DATASET RECORDS =
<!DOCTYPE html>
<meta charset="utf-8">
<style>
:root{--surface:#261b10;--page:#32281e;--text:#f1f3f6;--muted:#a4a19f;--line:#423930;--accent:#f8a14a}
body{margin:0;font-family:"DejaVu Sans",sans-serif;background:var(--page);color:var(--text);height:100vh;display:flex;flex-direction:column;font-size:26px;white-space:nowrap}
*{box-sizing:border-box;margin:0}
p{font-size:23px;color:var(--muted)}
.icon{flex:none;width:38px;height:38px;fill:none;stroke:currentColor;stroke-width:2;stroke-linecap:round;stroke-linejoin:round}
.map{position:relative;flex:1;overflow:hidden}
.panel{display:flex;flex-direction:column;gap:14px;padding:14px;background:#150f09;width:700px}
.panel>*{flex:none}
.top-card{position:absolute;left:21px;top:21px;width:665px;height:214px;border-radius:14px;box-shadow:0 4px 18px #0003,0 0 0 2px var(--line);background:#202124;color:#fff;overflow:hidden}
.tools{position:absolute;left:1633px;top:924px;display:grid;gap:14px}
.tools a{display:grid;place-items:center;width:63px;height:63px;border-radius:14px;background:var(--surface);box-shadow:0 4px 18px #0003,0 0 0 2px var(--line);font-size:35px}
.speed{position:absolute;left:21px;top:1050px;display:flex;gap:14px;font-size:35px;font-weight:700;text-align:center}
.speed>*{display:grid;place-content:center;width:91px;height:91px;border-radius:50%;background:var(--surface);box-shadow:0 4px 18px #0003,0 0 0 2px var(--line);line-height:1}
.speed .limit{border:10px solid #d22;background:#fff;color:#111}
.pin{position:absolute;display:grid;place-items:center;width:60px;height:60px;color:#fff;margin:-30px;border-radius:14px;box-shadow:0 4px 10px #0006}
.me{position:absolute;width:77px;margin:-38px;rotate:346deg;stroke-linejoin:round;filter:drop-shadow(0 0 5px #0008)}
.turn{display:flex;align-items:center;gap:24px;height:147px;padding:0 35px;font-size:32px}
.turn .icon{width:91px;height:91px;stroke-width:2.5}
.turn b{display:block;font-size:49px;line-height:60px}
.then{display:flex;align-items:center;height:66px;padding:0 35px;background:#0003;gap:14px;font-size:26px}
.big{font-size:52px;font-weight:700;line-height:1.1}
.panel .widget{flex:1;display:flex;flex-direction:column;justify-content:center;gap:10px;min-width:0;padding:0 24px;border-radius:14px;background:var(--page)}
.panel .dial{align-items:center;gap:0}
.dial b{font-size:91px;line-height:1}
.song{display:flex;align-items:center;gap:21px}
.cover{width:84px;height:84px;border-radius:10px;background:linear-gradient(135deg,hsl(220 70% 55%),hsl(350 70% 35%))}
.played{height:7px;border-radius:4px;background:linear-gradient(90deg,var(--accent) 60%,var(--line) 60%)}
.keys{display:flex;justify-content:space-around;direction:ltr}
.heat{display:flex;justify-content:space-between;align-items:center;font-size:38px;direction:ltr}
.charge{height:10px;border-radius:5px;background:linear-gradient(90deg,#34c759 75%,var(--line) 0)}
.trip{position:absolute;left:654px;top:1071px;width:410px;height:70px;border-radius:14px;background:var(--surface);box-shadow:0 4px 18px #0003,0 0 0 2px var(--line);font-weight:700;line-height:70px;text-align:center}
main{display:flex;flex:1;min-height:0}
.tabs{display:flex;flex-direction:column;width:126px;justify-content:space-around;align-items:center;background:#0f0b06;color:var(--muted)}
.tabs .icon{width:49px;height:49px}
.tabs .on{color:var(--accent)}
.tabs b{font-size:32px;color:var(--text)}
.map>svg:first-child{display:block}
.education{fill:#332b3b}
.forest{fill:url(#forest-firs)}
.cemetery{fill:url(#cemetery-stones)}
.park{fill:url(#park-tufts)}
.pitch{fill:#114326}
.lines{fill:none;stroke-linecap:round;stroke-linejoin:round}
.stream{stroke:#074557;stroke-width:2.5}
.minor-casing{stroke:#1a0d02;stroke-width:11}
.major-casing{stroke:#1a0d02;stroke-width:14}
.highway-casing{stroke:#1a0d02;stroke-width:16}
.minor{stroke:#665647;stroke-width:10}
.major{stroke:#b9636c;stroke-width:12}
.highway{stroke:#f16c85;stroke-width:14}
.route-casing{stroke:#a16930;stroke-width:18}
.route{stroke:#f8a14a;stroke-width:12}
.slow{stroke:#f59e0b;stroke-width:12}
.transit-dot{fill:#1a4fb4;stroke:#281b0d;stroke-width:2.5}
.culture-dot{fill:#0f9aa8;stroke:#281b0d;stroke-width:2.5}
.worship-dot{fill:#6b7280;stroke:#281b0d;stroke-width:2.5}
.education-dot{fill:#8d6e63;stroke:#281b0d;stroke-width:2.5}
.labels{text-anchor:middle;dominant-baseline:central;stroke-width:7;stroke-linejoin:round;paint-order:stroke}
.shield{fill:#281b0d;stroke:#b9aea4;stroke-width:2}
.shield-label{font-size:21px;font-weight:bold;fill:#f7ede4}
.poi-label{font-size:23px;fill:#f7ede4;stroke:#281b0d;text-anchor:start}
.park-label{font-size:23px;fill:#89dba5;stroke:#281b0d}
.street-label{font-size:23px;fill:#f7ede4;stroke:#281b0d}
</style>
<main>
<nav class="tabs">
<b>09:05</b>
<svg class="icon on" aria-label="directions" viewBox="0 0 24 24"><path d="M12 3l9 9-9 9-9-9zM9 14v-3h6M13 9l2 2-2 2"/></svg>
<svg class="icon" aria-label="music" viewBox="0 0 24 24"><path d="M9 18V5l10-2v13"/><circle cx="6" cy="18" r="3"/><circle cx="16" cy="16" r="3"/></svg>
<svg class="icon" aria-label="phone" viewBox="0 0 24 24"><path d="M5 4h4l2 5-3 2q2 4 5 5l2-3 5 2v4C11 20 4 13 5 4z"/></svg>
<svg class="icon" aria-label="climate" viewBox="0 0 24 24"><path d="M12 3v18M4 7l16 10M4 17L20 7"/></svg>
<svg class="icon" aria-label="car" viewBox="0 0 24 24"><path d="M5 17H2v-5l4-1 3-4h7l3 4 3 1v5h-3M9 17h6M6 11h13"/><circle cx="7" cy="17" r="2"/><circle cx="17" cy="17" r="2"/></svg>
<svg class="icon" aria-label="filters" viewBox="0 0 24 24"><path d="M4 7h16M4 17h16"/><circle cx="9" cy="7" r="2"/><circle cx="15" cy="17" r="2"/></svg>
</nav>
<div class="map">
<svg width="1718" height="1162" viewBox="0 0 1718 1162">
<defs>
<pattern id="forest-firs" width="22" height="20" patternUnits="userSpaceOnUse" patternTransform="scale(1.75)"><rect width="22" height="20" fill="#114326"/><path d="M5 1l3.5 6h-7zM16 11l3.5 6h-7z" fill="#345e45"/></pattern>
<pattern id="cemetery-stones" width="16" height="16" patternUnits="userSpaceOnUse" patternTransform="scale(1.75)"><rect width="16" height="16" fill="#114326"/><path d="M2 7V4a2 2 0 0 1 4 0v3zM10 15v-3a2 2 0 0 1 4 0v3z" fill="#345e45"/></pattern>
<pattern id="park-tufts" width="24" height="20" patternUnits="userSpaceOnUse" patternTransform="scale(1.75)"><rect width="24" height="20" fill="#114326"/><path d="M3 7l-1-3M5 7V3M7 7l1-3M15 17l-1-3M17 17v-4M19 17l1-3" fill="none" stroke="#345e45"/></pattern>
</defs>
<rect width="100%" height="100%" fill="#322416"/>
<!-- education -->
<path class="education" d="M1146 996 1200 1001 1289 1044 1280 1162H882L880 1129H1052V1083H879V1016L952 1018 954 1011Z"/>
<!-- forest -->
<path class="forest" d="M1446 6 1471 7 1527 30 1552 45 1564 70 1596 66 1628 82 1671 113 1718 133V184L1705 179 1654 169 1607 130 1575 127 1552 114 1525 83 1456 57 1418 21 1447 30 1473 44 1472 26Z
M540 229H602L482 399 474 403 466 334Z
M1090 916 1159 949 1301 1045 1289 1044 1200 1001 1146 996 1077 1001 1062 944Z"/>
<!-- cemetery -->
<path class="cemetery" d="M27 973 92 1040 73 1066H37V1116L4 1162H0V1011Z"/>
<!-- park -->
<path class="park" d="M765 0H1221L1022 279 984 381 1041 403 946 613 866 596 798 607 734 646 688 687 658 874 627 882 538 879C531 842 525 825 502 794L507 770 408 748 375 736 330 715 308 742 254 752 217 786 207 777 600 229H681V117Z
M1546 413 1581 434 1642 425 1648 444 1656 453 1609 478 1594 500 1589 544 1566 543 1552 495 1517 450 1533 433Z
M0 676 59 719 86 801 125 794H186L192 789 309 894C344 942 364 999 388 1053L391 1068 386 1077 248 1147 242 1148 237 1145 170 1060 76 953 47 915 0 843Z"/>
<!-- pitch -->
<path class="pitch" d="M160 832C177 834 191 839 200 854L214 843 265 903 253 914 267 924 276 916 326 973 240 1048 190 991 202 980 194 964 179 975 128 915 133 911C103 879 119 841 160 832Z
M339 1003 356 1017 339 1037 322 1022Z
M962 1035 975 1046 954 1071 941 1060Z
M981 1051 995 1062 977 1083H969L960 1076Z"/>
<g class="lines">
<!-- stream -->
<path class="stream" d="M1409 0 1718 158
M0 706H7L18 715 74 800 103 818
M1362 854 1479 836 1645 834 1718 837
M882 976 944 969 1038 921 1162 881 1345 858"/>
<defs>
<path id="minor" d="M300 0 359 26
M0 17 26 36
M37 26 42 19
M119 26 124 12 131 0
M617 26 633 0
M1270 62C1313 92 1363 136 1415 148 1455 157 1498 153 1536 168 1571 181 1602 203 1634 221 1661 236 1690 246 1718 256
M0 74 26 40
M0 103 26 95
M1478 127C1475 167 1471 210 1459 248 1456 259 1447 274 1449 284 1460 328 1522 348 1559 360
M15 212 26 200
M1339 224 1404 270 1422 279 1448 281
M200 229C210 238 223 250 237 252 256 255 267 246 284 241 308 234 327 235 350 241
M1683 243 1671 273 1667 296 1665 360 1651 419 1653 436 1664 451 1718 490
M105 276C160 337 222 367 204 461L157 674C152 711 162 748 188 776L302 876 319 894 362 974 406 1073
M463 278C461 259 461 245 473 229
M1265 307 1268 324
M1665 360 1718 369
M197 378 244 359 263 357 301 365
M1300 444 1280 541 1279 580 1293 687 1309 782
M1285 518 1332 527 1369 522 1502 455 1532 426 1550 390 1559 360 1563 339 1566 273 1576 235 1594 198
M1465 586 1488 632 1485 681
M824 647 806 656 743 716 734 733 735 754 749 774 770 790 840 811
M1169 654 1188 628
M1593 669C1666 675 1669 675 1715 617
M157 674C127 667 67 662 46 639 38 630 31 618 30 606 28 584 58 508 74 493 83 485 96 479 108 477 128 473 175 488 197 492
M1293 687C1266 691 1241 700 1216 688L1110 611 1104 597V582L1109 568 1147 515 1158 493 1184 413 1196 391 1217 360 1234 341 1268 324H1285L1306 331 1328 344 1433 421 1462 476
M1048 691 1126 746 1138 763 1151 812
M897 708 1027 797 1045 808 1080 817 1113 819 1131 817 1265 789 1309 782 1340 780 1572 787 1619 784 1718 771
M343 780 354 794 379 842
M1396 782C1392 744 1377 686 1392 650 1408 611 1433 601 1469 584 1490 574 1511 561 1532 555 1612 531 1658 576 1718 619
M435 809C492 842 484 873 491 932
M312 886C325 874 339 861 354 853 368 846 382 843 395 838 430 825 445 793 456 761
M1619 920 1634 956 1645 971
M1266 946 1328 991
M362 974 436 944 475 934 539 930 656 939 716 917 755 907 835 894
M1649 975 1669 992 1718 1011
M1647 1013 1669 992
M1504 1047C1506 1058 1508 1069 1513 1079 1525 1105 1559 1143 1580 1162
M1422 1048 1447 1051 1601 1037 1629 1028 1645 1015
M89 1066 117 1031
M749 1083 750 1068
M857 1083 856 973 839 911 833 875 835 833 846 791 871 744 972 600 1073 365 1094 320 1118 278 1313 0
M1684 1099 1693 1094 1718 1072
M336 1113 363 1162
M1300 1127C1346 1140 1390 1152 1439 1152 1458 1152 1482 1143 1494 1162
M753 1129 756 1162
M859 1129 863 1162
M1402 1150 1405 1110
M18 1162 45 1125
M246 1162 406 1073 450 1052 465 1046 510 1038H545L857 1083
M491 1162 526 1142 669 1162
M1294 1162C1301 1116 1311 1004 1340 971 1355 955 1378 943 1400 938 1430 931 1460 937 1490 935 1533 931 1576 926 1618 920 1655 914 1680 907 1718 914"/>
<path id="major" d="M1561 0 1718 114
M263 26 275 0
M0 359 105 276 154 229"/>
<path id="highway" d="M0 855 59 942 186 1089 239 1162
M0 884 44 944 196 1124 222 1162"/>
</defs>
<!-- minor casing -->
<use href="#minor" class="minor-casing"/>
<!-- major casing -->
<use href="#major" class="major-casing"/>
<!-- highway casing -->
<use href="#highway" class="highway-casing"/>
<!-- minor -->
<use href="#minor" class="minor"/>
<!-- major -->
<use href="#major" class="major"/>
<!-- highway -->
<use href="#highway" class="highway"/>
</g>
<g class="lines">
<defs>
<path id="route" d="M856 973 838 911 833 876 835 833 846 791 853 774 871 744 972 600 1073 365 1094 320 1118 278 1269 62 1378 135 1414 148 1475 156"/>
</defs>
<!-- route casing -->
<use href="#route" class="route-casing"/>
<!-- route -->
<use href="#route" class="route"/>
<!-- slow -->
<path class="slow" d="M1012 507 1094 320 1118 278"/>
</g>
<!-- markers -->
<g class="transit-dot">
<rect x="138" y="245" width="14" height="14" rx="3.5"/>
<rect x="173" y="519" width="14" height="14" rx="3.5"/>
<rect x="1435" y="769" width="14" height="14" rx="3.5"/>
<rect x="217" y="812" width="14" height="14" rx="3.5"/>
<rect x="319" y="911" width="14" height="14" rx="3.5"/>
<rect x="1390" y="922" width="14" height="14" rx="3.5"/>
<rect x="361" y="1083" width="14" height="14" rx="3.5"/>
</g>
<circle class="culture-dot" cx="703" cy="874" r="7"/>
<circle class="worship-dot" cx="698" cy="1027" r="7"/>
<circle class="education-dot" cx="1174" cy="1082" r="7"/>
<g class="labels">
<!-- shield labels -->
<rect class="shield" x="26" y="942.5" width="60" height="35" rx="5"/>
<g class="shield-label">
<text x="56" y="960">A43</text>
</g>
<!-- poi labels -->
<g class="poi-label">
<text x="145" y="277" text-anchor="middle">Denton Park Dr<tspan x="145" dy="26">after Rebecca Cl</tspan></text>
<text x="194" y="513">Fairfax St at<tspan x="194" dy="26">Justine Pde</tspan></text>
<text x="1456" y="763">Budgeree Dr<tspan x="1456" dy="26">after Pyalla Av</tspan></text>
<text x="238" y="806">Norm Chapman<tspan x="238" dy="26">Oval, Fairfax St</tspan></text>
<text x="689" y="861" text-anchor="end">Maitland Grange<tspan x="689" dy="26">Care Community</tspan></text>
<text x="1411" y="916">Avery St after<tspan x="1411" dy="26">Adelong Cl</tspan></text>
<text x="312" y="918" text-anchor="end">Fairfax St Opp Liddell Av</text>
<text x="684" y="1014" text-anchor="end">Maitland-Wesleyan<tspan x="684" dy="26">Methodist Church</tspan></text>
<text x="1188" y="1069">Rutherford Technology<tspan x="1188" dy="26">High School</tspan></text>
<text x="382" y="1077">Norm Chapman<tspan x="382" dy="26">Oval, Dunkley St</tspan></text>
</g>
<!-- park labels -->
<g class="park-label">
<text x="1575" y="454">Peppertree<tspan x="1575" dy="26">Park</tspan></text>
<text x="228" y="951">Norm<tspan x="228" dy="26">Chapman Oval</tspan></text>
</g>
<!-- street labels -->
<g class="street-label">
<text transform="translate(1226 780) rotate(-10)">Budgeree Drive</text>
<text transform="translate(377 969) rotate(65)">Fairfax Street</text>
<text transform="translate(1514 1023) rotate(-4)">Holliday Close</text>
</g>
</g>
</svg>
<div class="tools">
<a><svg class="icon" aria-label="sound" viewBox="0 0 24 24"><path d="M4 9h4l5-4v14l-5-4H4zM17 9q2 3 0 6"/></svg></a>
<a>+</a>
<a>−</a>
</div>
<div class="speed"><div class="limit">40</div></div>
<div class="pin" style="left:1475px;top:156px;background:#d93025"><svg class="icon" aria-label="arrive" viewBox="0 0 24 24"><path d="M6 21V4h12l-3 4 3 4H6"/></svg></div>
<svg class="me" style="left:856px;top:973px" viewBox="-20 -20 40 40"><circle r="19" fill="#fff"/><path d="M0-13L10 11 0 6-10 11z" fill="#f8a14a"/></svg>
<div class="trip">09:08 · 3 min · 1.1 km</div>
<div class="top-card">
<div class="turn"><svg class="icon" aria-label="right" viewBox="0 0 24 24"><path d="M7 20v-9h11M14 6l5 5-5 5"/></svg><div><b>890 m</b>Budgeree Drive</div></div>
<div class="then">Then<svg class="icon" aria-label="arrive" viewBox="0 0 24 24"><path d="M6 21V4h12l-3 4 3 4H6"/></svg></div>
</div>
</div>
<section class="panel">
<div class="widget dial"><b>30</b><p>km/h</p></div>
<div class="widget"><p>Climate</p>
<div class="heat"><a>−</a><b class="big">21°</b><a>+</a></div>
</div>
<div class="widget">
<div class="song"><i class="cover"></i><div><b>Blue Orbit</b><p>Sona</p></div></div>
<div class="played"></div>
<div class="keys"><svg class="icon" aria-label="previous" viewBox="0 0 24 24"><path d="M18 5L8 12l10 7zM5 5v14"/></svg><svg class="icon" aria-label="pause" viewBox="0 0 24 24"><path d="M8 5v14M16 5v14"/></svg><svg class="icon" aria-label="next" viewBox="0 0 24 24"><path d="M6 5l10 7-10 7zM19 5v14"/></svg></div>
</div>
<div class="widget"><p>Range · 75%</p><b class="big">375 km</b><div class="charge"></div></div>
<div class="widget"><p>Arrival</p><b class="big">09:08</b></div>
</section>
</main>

AIM OF THE EXERCISE = Only the number is wanted: how many lines in the listing hold "gradient"?

OUTPUT FOR THIS EXERCISE = 3